The Texas-style law will allow families of an aborted fetus to sue the doctor performing the procedure for a minimum of $20,000.
Chief Justice Richard Bevan and Justices Robyn Brody and Gregory Moeller signed on to the majority opinion with Justices John Stegner and Colleen Zahn dissenting.
The challenges remain ongoing, with oral arguments on the merits of the laws set for Sept. 29.
A separate lawsuit filed by the U.S. Justice Department in federal court to overturn the near-total abortion ban is also ongoing.
Writing for the majority, Brody said Planned Parenthood failed to meet two burdens of proof she said are required for the court to issue such an injunction: they must both prove the laws will cause irreparable harm and that their case would likely ultimately succeed.
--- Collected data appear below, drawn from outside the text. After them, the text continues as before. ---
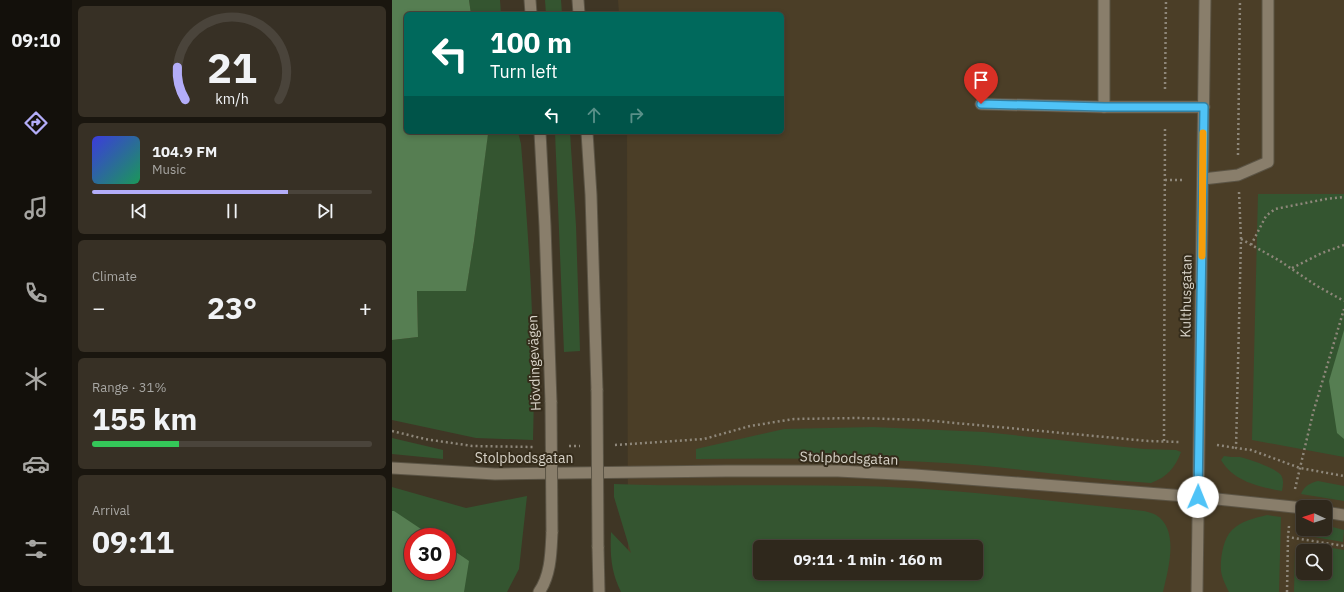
<!DOCTYPE html>
<meta charset="utf-8">
<style>
:root{--surface:#2f281c;--page:#373025;--text:#f1f3f6;--muted:#a7a6a3;--line:#4a443b;--accent:#b3adf9}
body{margin:0;font-family:"IBM Plex Sans",sans-serif;background:var(--page);color:var(--text);height:100vh;display:flex;flex-direction:column;font-size:15px;white-space:nowrap}
*{box-sizing:border-box;margin:0}
p{font-size:13px;color:var(--muted)}
.icon{flex:none;width:22px;height:22px;fill:none;stroke:currentColor;stroke-width:2;stroke-linecap:round;stroke-linejoin:round}
.map{position:relative;flex:1;overflow:hidden}
.panel{display:flex;flex-direction:column;gap:6px;padding:6px;background:#1a160f;width:320px}
.panel>*{flex:none}
.top-card{position:absolute;left:12px;top:12px;width:380px;height:122px;border-radius:6px;box-shadow:0 2px 6px #0003,0 0 0 1px var(--line);background:#00695c;color:#fff;overflow:hidden}
.needle{width:26px;rotate:273deg}
.buttons{position:absolute;left:904px;top:500px;display:grid;gap:8px}
.buttons a{display:grid;place-items:center;width:36px;height:36px;border-radius:6px;background:var(--surface);box-shadow:0 2px 6px #0003,0 0 0 1px var(--line);font-size:20px}
.speed{position:absolute;left:12px;top:528px;display:flex;gap:8px;font-size:20px;font-weight:700;text-align:center}
.speed>*{display:grid;place-content:center;width:52px;height:52px;border-radius:50%;background:var(--surface);box-shadow:0 2px 6px #0003,0 0 0 1px var(--line);line-height:1}
.speed .limit{border:6px solid #d22;background:#fff;color:#111}
.pin{position:absolute;display:grid;place-items:center;width:34px;height:34px;color:#fff;margin:-41px -17px;border-radius:50% 50% 50% 0;rotate:-45deg;box-shadow:0 0 4px #0007}
.pin .icon{rotate:45deg}
.me{position:absolute;width:44px;margin:-22px;rotate:1deg;stroke-linejoin:round;filter:drop-shadow(0 0 3px #0008)}
.turn{display:flex;align-items:center;gap:14px;height:84px;padding:0 20px;font-size:18px}
.turn .icon{width:52px;height:52px;stroke-width:2.5}
.turn b{display:block;font-size:28px;line-height:34px}
.lanes{display:flex;align-items:center;height:38px;padding:0 20px;background:#0003;justify-content:center;gap:20px;direction:ltr}
.lanes .off{opacity:.35}
.big{font-size:30px;font-weight:700;line-height:1.1}
.panel .tile{flex:1;display:flex;flex-direction:column;justify-content:center;gap:6px;min-width:0;padding:0 14px;border-radius:6px;background:var(--page)}
.panel .dial{align-items:center;gap:0}
.dial svg{height:104px;overflow:visible;fill:none;stroke:var(--line);stroke-width:7;stroke-linecap:round;text-anchor:middle}
.dial text{fill:var(--text);stroke:none}
.song{display:flex;align-items:center;gap:12px}
.cover{width:48px;height:48px;border-radius:6px;background:linear-gradient(135deg,hsl(240 70% 55%),hsl(150 70% 35%))}
.played{height:4px;border-radius:2px;background:linear-gradient(90deg,var(--accent) 70%,var(--line) 70%)}
.keys{display:flex;justify-content:space-around;direction:ltr}
.heat{display:flex;justify-content:space-between;align-items:center;font-size:22px;direction:ltr}
.charge{height:6px;border-radius:3px;background:linear-gradient(90deg,#34c759 31%,var(--line) 0)}
.trip{position:absolute;left:361px;top:540px;width:230px;height:40px;border-radius:6px;background:var(--surface);box-shadow:0 2px 6px #0003,0 0 0 1px var(--line);font-weight:700;line-height:40px;text-align:center}
main{display:flex;flex:1;min-height:0}
.menu{display:flex;flex-direction:column;width:72px;justify-content:space-around;align-items:center;background:#13100b;color:var(--muted)}
.menu .icon{width:28px;height:28px}
.menu .on{color:var(--accent)}
.menu b{font-size:18px;color:var(--text)}
.map>svg:first-child{display:block}
.built{fill:#4b3e27;fill-rule:evenodd}
.green{fill:#345530;fill-rule:evenodd}
.forest{fill:#567e52}
.lines{fill:none;stroke-linecap:round;stroke-linejoin:round}
.service-casing{stroke:#5b5445;stroke-width:13}
.minor-casing{stroke:#5b5445;stroke-width:13}
.tertiary-casing{stroke:#5b5445;stroke-width:13}
.path{stroke:#8e877a;stroke-width:2.5;stroke-dasharray:2 3;stroke-linecap:butt}
.service{stroke:#897e6b;stroke-width:11}
.minor{stroke:#897e6b;stroke-width:11}
.tertiary{stroke:#897e6b;stroke-width:11}
.tertiary-bridge-casing{stroke:#5b5445;stroke-width:13;stroke-linecap:butt}
.tertiary-bridge{stroke:#897e6b;stroke-width:11}
.route-casing{stroke:#337fa1;stroke-width:10}
.route{stroke:#4fc3f7;stroke-width:7}
.slow{stroke:#f59e0b;stroke-width:7}
.labels{text-anchor:middle;dominant-baseline:central;stroke-width:4;stroke-linejoin:round;paint-order:stroke}
.street-label{font-size:14px;fill:#d8d3c8;stroke:#352c1b}
</style>
<main>
<nav class="menu">
<b>09:10</b>
<svg class="icon on" aria-label="directions" viewBox="0 0 24 24"><path d="M12 3l9 9-9 9-9-9zM9 14v-3h6M13 9l2 2-2 2"/></svg>
<svg class="icon" aria-label="music" viewBox="0 0 24 24"><path d="M9 18V5l10-2v13"/><circle cx="6" cy="18" r="3"/><circle cx="16" cy="16" r="3"/></svg>
<svg class="icon" aria-label="phone" viewBox="0 0 24 24"><path d="M5 4h4l2 5-3 2q2 4 5 5l2-3 5 2v4C11 20 4 13 5 4z"/></svg>
<svg class="icon" aria-label="climate" viewBox="0 0 24 24"><path d="M12 3v18M4 7l16 10M4 17L20 7"/></svg>
<svg class="icon" aria-label="car" viewBox="0 0 24 24"><path d="M5 17H2v-5l4-1 3-4h7l3 4 3 1v5h-3M9 17h6M6 11h13"/><circle cx="7" cy="17" r="2"/><circle cx="17" cy="17" r="2"/></svg>
<svg class="icon" aria-label="filters" viewBox="0 0 24 24"><path d="M4 7h16M4 17h16"/><circle cx="9" cy="7" r="2"/><circle cx="15" cy="17" r="2"/></svg>
</nav>
<section class="panel">
<div class="tile dial"><svg viewBox="0 0 100 80">
<path d="M14 69A42 42 0 1 1 86 69"/>
<path d="M14 69A42 42 0 0 1 8 44" stroke="#b3adf9"/>
<text x="50" y="56" font-size="32" font-weight="700">21</text>
<text x="50" y="72" font-size="11">km/h</text>
</svg></div>
<div class="tile">
<div class="song"><i class="cover"></i><div><b>104.9 FM</b><p>Music</p></div></div>
<div class="played"></div>
<div class="keys"><svg class="icon" aria-label="previous" viewBox="0 0 24 24"><path d="M18 5L8 12l10 7zM5 5v14"/></svg><svg class="icon" aria-label="pause" viewBox="0 0 24 24"><path d="M8 5v14M16 5v14"/></svg><svg class="icon" aria-label="next" viewBox="0 0 24 24"><path d="M6 5l10 7-10 7zM19 5v14"/></svg></div>
</div>
<div class="tile"><p>Climate</p>
<div class="heat"><a>−</a><b class="big">23°</b><a>+</a></div>
</div>
<div class="tile"><p>Range · 31%</p><b class="big">155 km</b><div class="charge"></div></div>
<div class="tile"><p>Arrival</p><b class="big">09:11</b></div>
</section>
<div class="map">
<svg width="952" height="592" viewBox="0 0 952 592">
<rect width="100%" height="100%" fill="#3f3625"/>
<path class="built" d="M 226,0 L 952,0 L 952,592 L 243,592 L 236,575 L 235,132 L 390,132 L 390,14 L 227,14 ZM 911,507 L 933,507 L 933,529 L 911,529 ZM 368,547 L 584,547 L 584,573 L 368,573 ZM 911,551 L 933,551 L 933,573 L 911,573 Z"/>
<g class="green">
<polygon points="77,0 108,0 109,14 79,14"/>
<polygon points="153,0 169,0 170,14 154,14"/>
<path d="M 96,132 L 126,132 L 129,144 C 137,242 144,341 141,440 L 84,438 L 0,420 L 0,340 L 26,337 L 25,291 L 74,290 L 82,241 Z"/>
<polygon points="163,132 178,132 184,226 188,351 172,352"/>
<polygon points="866,194 952,194 952,457 860,440"/>
<path d="M 481,427 L 592,432 L 752,449 L 784,450 L 789,452 C 783,468 775,477 759,483 C 690,479 623,467 554,463 C 471,458 387,458 304,459 L 304,449 L 392,429 Z"/>
<polygon points="0,438 51,450 51,459 0,454"/>
<path d="M 832,456 C 837,457 842,457 848,457 C 857,459 883,468 889,475 C 892,480 891,485 890,491 C 868,487 842,482 829,460 Z"/>
<path d="M 926,481 L 952,486 L 952,501 L 909,494 C 912,486 918,483 926,481 Z"/>
<path d="M 222,484 C 304,487 385,484 467,486 C 562,488 657,501 752,511 C 756,512 761,513 764,515 C 788,530 776,570 771,592 L 229,592 C 219,571 218,556 219,532 L 239,553 L 222,497 ZM 368,547 L 584,547 L 584,573 L 368,573 Z"/>
<path d="M 0,487 L 74,508 L 135,496 L 127,569 L 115,592 L 0,592 ZM 21,537 L 55,537 L 55,571 L 21,571 Z"/>
<path d="M 875,515 L 889,517 L 887,592 L 837,592 C 834,586 830,578 829,571 C 828,559 831,539 840,530 C 849,521 863,518 875,515 Z"/>
<polygon points="905,520 911,522 911,529 933,529 933,525 952,530 951,542 911,535 905,528"/>
<path d="M 912,543 L 952,550 L 952,592 L 902,592 L 903,550 C 905,546 906,544 912,543 ZM 911,551 L 933,551 L 933,573 L 911,573 Z"/>
</g>
<g class="forest">
<polygon points="0,0 77,0 79,14 14,14 14,132 96,132 96,134 82,241 74,291 25,291 26,337 0,340"/>
<polygon points="952,330 952,439 945,433 937,381"/>
<polygon points="0,511 2,511 41,537 21,537 21,571 55,571 55,546 77,561 72,592 0,592"/>
</g>
<g class="lines">
<defs>
<g id="service">
<polyline points="712,0 712,107"/>
<polyline points="589,104 712,107 812,107"/>
<polyline points="811,179 846,175 876,162 876,0"/>
</g>
<g id="minor">
<polyline points="0,468 103,474 334,471 446,471 523,475 806,497 911,508"/>
<polyline points="933,512 952,515"/>
<polyline points="805,592 813,0"/>
</g>
<g id="tertiary">
<polyline points="138,0 139,14"/>
<polyline points="186,0 187,14"/>
<polyline points="148,132 153,226 159,402"/>
<polyline points="195,132 199,195 205,390"/>
<polyline points="206,547 207,592"/>
<path d="M 147,592 C 159,575 159,552 160,532"/>
</g>
</defs>
<use href="#service" class="service-casing"/>
<use href="#minor" class="minor-casing"/>
<use href="#tertiary" class="tertiary-casing"/>
<g class="path">
<polyline points="773,89 774,0"/>
<polyline points="846,155 848,0"/>
<polyline points="773,180 792,180"/>
<polyline points="847,192 849,239 844,448 859,450 908,468 952,476"/>
<polyline points="849,239 888,261 925,286 952,301"/>
<polyline points="859,245 874,216 883,209 934,199 952,197"/>
<polyline points="900,268 930,253 952,245"/>
<polyline points="0,431 33,439 80,446 142,447"/>
<polyline points="772,441 773,126"/>
<polyline points="223,445 312,439 358,426 402,419 466,418 531,420 756,441 788,442"/>
<polyline points="825,445 844,448"/>
<polyline points="177,446 188,446"/>
<polyline points="903,489 921,413 952,309"/>
<polyline points="897,526 896,537 952,546"/>
<polyline points="895,592 896,537"/>
</g>
<use href="#service" class="service"/>
<use href="#minor" class="minor"/>
<use href="#tertiary" class="tertiary"/>
<defs>
<g id="tertiary-bridge">
<polyline points="205,390 206,547"/>
<polyline points="159,402 160,532"/>
</g>
</defs>
<use href="#tertiary-bridge" class="tertiary-bridge-casing"/>
<use href="#tertiary-bridge" class="tertiary-bridge"/>
</g>
<g class="lines">
<defs>
<polyline id="route" points="589,104 712,107 812,107 806,497"/>
</defs>
<use href="#route" class="route-casing"/>
<use href="#route" class="route"/>
<polyline class="slow" points="810,256 811,133"/>
</g>
<g class="labels">
<g class="street-label">
<text transform="translate(794 296) rotate(-89)">Kulthusgatan</text>
<text transform="translate(142 363) rotate(-92)">Hövdingevägen</text>
<text x="132" y="458">Stolpbodsgatan</text>
<text transform="translate(457 458) rotate(2)">Stolpbodsgatan</text>
</g>
</g>
</svg>
<div class="buttons">
<a><svg class="needle" viewBox="-14 -14 28 28"><path d="M0-13l5 13h-10z" fill="#e53935"/><path d="M0 13l5-13h-10z" fill="#a7a6a3"/></svg></a>
<a><svg class="icon" aria-label="search" viewBox="0 0 24 24"><circle cx="10" cy="10" r="6"/><path d="M15 15l6 6"/></svg></a>
</div>
<div class="speed"><div class="limit">30</div></div>
<div class="pin" style="left:589px;top:104px;background:#d93025"><svg class="icon" aria-label="arrive" viewBox="0 0 24 24"><path d="M6 21V4h12l-3 4 3 4H6"/></svg></div>
<svg class="me" style="left:806px;top:497px" viewBox="-20 -20 40 40"><circle r="19" fill="#fff"/><path d="M0-13L10 11 0 6-10 11z" fill="#4fc3f7"/></svg>
<div class="trip">09:11 · 1 min · 160 m</div>
<div class="top-card">
<div class="turn"><svg class="icon" aria-label="left" viewBox="0 0 24 24"><path d="M17 20v-9H6M10 6l-5 5 5 5"/></svg><div><b>100 m</b>Turn left</div></div>
<div class="lanes"><svg class="icon" aria-label="left" viewBox="0 0 24 24"><path d="M17 20v-9H6M10 6l-5 5 5 5"/></svg><svg class="icon off" aria-label="ahead" viewBox="0 0 24 24"><path d="M12 20V5M6 11l6-6 6 6"/></svg><svg class="icon off" aria-label="right" viewBox="0 0 24 24"><path d="M7 20v-9h11M14 6l5 5-5 5"/></svg></div>
</div>
</div>
</main>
“…even if [plaintiffs have] carried their burden of demonstrating that irreparable harm will flow from immediate enforcement of the Total Abortion Ban, this alone cannot permit the extraordinary remedy [they] seek,” Brody wrote.
Given that the U.S. Supreme Court in June overturned nearly 50 years of precedent first established by Roe v. Wade, Brody said this new legal landscape isn’t clear.
“…while [plaintiffs] have raised serious concerns about the lack of clarity in these provisions, both sides have given colorable interpretations of these statutes,” she wrote.
During a hearing last week, Planned Parenthood argued the laws should be overturned for three reasons: they’re unconstitutionally vague, they discriminate against someone based on their sex and that there’s an inherent right for women to obtain abortions under the Idaho constitution.
Justices pushed back on that last claim, pointing out abortion was outlawed in Idaho throughout its entire history until the 1973 Roe v. Wade decision.
Meanwhile, attorneys for the state and the Idaho legislature said lawmakers should be able to enact and enforce laws as they see fit, given that the U.S. Supreme Court handed back regulatory authority over abortions to the states.
In their dissent, Stegner and Zahn blasted the majority for refusing to offer a temporary stay to uphold the status quo while they sort out what is considered constitutional in the state.
“We—both Idaho’s citizens and this Court— now find ourselves in uncharted legal waters, waters we should navigate with great caution and care,” Stegner wrote.
“Tonight, the people of Idaho saw their bodily autonomy and reproductive freedom taken away,” said Alexis McGill Johnson, president and CEO of Planned Parenthood Federation of America. “The court’s decision today is horrific and cruel. But this isn’t the end of the fight, and it isn't our last day in court.